Mempertahankan strateginya, pemerintah Inggris mengatakan vaksinasi berarti peningkatan kasus tidak akan menyebabkan lebih banyak rawat inap dan kematian seperti yang terjadi selama gelombang infeksi sebelumnya, mengurangi pembenaran untuk kontrol peraturan yang membebani ekonomi dan masyarakat.

Sebuah festival yang direncanakan awal bulan ini di Erb, Belanda, telah dibongkar karena pemerintah menambahkan pembatasan baru sebagai tanggapan atas wabah tersebut.

gambar:
Sim van der Waal/AFP/Getty Images

Rata-rata penerimaan harian rumah sakit saat ini sekitar 600 di Inggris dan kematian setiap hari sekitar 40. Pada bulan Januari, periode epidemi paling mematikan di Inggris, jumlah kasus harian mencapai sekitar 60.000, jumlah rawat inap di rumah sakit adalah 4.000 orang per hari, dan banyak lagi. dari itu. Lebih dari 1.200 orang meninggal setiap hari.

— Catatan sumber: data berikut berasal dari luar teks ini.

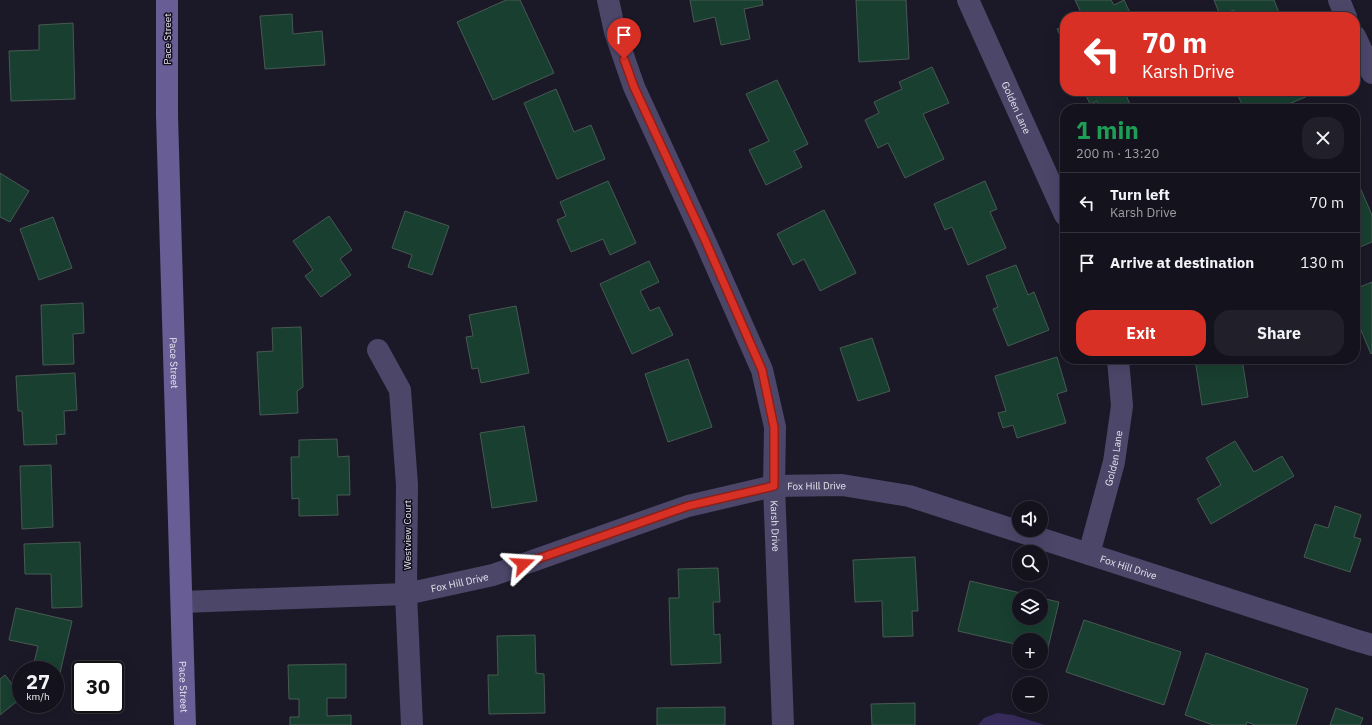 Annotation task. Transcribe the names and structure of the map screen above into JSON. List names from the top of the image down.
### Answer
{
  "streets": {
    "main road": ["Pace Street"],
    "street": [
      "Golden Lane",
      "Fox Hill Drive",
      "Karsh Drive",
      "Westview Court"
    ]
  },
  "crossings": [
    ["Pace Street", "Fox Hill Drive"],
    ["Golden Lane", "Fox Hill Drive"],
    ["Fox Hill Drive", "Karsh Drive"],
    ["Fox Hill Drive", "Westview Court"]
  ],
  "page": {
    "turn": ["70 m", "Karsh Drive"],
    "heading": ["1 min", "200 m · 13:20"],
    "list": [
      {
        "name": "Turn left",
        "note": "Karsh Drive",
        "value": "70 m"
      },
      {
        "name": "Arrive at destination",
        "value": "130 m"
      }
    ],
    "buttons": ["Exit", "Share"],
    "map_buttons": ["+", "−"],
    "speed": "27 km/h",
    "limit": "30"
  }
}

Dokter mengatakan mayoritas dari mereka yang diterima sekarang adalah orang dewasa muda yang belum divaksinasi atau sedang menunggu dosis kedua. Sebagian besar dari mereka yang dirawat, sekitar 14% menurut data terbaru yang tersedia, adalah orang-orang berusia 50-an yang telah divaksinasi lengkap, serta 45% kematian. Ini mengingatkan kita bahwa bahkan setelah vaksinasi, orang tua tetap memiliki risiko tinggi tertular Covid-19.

READ  Ekonomi global masih lebih kecil dari sebelum Corona, meskipun pertumbuhan | di luar negeri

Kekhawatiran utama bagi mereka yang merawat pasien adalah perjalanan pandemi saat ini dan risiko peningkatan tajam dalam jumlah orang yang terinfeksi penyakit ini, meskipun sebagian besar penduduk dilindungi.

Bagikan pemikiran Anda

Bagaimana seharusnya Inggris menangani variabel delta? Bergabunglah dengan percakapan di bawah ini.

Rata-rata tujuh hari kasus baru di Inggris pada hari Selasa adalah 47.700, dua kali lipat jumlah yang dilaporkan pada akhir Juni dan 14 kali jumlah rata-rata kasus harian pada akhir Mei. Menteri Kesehatan Sajid Javid memperingatkan bahwa jumlah kasus bisa melebihi 100.000 per hari dalam beberapa minggu.

David Strain, seorang dokter dan dosen di University of Exeter Medical School di Inggris yang merawat pasien Covid-19, mengatakan dia menempatkan seorang pasien berusia awal 30-an dalam perawatan intensif minggu ini dan tidak yakin dia akan bertahan. Dalam penelitian yang akan datang, dia dan rekan-rekannya mengatakan realistis untuk mengharapkan 250 hingga 300 kematian per hari pada puncak gelombang saat ini.

“Saya gugup untuk sedikitnya tentang pendekatan Inggris saat ini,” katanya. “Kami bergantung pada vaksin untuk menyelamatkan kami, dan vaksin saja tidak cukup kuat.”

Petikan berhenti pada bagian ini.